As with any GIS/Modeling interface, the data types employed are of great importance, and they structure the type of analysis that can be done. This application uses points, lines, and raster data structures, but not polygons. This is modeling with rasters (using ESRI Spatial Analyst) makes the computation extremely efficient and rapid.

The table at the right indicates how the various risk factors and contaminant pathways were modeled: Point sources of pollution, e.g.discharges or smelters, were represented as points; rivers and streams, which both transport and are subject to pollution, were shown as lines; while the effects of air pollution from smelter plumes, were modeled with raster data sets. The Avenue scripting software automatically formats the data input and output appropriately - the users have only to contend with data input and interpretation. The image to the right shows an initial view of the area around Ouroro, one of the most intensively mined regions of the Altiplano. Settlements, rivers, mining areas, lakes are displayed as standard ArcView themes. The image on the left below shows the result of one analysis of air pollution in the vicinity of the city. The area has several large and aging smelting facilities that discharge a great many pollutants into the atmosphere, which then drift over the plain and are deposited in plumes determined largely by wind direction and the height of the discharge stack. The EPA air pollution model that produces the analysis is formatted for display as a raster data set in Spatial Analyst.

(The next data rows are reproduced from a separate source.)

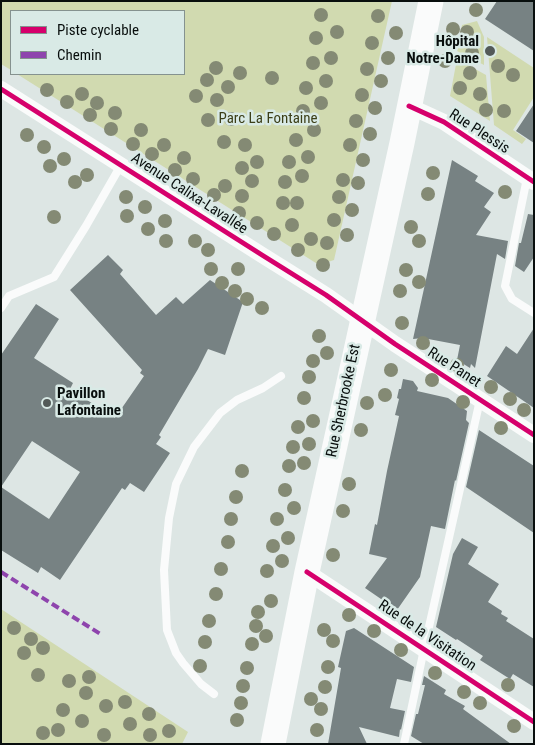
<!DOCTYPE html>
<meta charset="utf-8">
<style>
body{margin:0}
#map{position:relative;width:535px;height:745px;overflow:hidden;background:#dde6e4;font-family:"Roboto Condensed",sans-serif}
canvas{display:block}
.frame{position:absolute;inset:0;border:2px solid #080e0d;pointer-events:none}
.legend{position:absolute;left:10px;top:10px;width:175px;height:65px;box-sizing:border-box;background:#d9eae6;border:1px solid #85928f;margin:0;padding:6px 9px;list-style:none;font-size:15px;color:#080e0d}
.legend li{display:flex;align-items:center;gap:10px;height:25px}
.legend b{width:25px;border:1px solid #85928f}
</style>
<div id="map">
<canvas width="535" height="745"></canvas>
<div class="frame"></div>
<ul class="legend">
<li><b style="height:6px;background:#d6006c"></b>Piste cyclable</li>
<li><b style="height:6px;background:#8e44ad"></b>Chemin</li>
</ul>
</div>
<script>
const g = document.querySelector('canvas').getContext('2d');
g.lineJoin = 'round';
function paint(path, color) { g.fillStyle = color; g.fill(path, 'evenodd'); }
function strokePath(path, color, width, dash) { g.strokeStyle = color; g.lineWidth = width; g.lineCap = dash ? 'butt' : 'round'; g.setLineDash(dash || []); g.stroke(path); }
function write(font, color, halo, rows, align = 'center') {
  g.font = font + ' "Roboto Condensed",sans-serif'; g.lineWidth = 5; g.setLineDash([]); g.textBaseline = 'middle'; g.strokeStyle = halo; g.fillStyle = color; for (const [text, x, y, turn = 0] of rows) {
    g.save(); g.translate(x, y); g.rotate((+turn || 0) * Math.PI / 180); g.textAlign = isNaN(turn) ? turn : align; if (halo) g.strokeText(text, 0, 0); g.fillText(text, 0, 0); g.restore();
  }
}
paint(new Path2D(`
 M1,1H392L334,260L319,265L17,74H184V11H11V70L1,64Z
 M477,21L484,37V65L457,51L462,25Z
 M487,37L534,68V97L513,130L526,139L522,144L494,125Z
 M457,59L486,75L490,121L450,96Z
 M1,609L188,732L182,744H1Z`), '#d1dab0');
paint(new Path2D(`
 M497,1H534V51L485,19Z
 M534,104V143L516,131Z
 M452,160L478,176L475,181L494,193L484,207L491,212L476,235L508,241L505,259L497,254L475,368L471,364L470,368L457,360L460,345L423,338L413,339Z
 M528,214L534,215V257L524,272L515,266L519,243H521Z
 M108,255L123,270L120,274L156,315L176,297L183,304L210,280L243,302L225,355L208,349L198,369L159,435L161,437L156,444L170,453L144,492L130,483L125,490L122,488L60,580L41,567L38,573L1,550V355L36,304L59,319L34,358L73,383L70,389L115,418L144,376L140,373L142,370L70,290ZM32,441L80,472L49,519L1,487Z
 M534,328V408L487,376L506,346L517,354Z
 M403,379L413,381L418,388L417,391L448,398L467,411L466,420L469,423L456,481L455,480L445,529L431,526L420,577L397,610L365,588L387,558L369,554L375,524L377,525L387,471L399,416L395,415L399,399L397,398L399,389H401Z
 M479,430L534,466V533L466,487Z
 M462,538L478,547L468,564L499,584L488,602L502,611L501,614L508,618L506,621L534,639V687L513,674L510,679L480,660L483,656L457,639L456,640L436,627L453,554Z
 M354,628L414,667L411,682L397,679L390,708L405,711L401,730L400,729L399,737L359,727L367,744H328L341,668L338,667L346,631Z
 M424,676L446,690L444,694L465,706L463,709L511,744H424L411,736L416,714H418L425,685H422Z`), '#778283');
strokePath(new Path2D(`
 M527,178L505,286L512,299L534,313
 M1,308L9,296L54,277L86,226L121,165
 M214,694L201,684L183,663L176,653L167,630L164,570L169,518L176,484L194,447L220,413L237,400L263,388L281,376
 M404,744L424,649L480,400`), '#fafbfb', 8);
strokePath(new Path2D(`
 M1,89L262,255L326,295L395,344L534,435
 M409,106L444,122L534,182
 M307,572L534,722`), '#fafbfb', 16);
strokePath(new Path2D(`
 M273,744L307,572L402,143L431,1`), '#fafbfb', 25);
strokePath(new Path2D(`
 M1,572L102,635`), '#8e44ad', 4, [8, 4]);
strokePath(new Path2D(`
 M1,89L262,255L326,295L395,344L534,435
 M409,106L444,122L534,182
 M307,572L534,722`), '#d6006c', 5);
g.fillStyle = '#848a74';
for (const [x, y] of [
 [476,10],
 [321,15],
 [378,16],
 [453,29],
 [337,32],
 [467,32],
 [396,33],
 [316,38],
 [372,43],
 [472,53],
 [331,58],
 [388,58],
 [445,61],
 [313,63],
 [498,66],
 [216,68],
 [367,69],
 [240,73],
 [470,73],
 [513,75],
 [272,78],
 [207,80],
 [326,81],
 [381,81],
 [228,87],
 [306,88],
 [460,88],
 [47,90],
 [82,94],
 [480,94],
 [362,95],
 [196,96],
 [217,100],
 [67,102],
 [97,103],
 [321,103],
 [375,108],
 [486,110],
 [303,111],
 [504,111],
 [115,113],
 [90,115],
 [231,119],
 [208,120],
 [356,121],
 [111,129],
 [141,130],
 [314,130],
 [370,134],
 [27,135],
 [296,140],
 [224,142],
 [133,144],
 [164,145],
 [245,145],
 [350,145],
 [44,147],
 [152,154],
 [308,157],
 [184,158],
 [64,159],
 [363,160],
 [257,162],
 [289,162],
 [50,166],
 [242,168],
 [175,170],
 [433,173],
 [87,175],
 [302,176],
 [193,179],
 [343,180],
 [252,181],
 [75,182],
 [285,182],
 [358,183],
 [225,186],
 [505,192],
 [428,194],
 [214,195],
 [242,196],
 [126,197],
 [339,197],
 [283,203],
 [297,203],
 [145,207],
 [352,210],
 [239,213],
 [127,216],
 [54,217],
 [334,220],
 [165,221],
 [257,223],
 [292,225],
 [411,227],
 [148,229],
 [274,234],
 [347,235],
 [311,239],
 [166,241],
 [195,241],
 [419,241],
 [327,243],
 [208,250],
 [298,250],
 [323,265],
 [211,269],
 [238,269],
 [406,270],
 [419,282],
 [222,283],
 [235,291],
 [400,291],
 [247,299],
 [262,308],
 [402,323],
 [319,336],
 [423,343],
 [327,353],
 [313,361],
 [457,365],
 [391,370],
 [309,377],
 [432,380],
 [491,387],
 [385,395],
 [304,398],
 [510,399],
 [463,402],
 [367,403],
 [524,410],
 [313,421],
 [298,427],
 [501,428],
 [361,430],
 [309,444],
 [293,447],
 [304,463],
 [289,466],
 [242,471],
 [349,484],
 [285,490],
 [236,497],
 [294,508],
 [343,511],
 [231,519],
 [277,519],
 [288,538],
 [228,542],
 [273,546],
 [333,555],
 [282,561],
 [221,569],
 [267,571],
 [216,594],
 [271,601],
 [258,612],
 [349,615],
 [209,621],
 [256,626],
 [14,628],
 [324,630],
 [374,631],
 [266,636],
 [31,639],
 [333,641],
 [205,642],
 [252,644],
 [43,648],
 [401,650],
 [24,653],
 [200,666],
 [328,667],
 [247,668],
 [435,673],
 [38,675],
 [89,677],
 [69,681],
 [508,685],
 [243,686],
 [325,687],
 [464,692],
 [86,693],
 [311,699],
 [125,702],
 [241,703],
 [480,703],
 [106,706],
 [321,709],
 [63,710],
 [149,714],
 [237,720],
 [82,721],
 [130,724],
 [514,726],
 [58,730],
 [317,730],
 [169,731],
 [43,733],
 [104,735],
 [150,735]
]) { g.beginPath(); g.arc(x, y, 7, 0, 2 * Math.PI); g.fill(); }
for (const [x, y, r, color] of [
 [490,51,6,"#535a58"],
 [47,403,5,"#535a58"]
]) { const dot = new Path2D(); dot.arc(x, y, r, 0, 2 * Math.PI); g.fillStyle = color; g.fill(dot); strokePath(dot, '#d9eae6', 2); }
write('bold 15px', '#080e0d', '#d9eae6', [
 ["Hôpital",479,42],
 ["Notre-Dame",479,59],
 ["Pavillon",57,394,"left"],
 ["Lafontaine",57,411,"left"]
], 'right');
write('15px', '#3c3f18', '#d9eae6', [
 ["Parc La Fontaine",268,119]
]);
write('15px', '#080e0d', '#d9eae6', [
 ["Rue Plessis",479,132,33],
 ["Avenue Calixa-Lavallée",189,194,33],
 ["Rue Panet",454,368,33],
 ["Rue Sherbrooke Est",344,401,-78],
 ["Rue de la Visitation",427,636,34]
]);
</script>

A great deal of data generation was required to support the construction of this application. For example, the air quality model requires meteorological data and a complete digital elevation model. The water quality models require a fully developed stream network. While some data was available, much of it had to be created specifically for this application. The Bolivian government possessed detailed CAD drawings of their hardcopy geological maps, but they had not been created for GIS applications, so they were not attributed, and the network suffered from many discontinuities. Comprehensive elevation models were not available at an appropriate resolution, and CAD files of contour lines were also not suitable for mass conversion to GIS formats. A period of intensive review and modification of these data was required to create the base data on which the final application rests.

The nature of the final application is shown in the schematic pyramid below. The GIS software is the link between the base data, and the higher-level modeling routines that have been grafted seamlessly to it. Once impacts and alternative mitigation strategies have been identified, the application can apply a simple cost/benefit analysis to support decision making on appropriate measures. This application was distributed to several government ministries with responsibilities for mining and environment, and was also loaded on field stations in several mining regions of the Altiplano.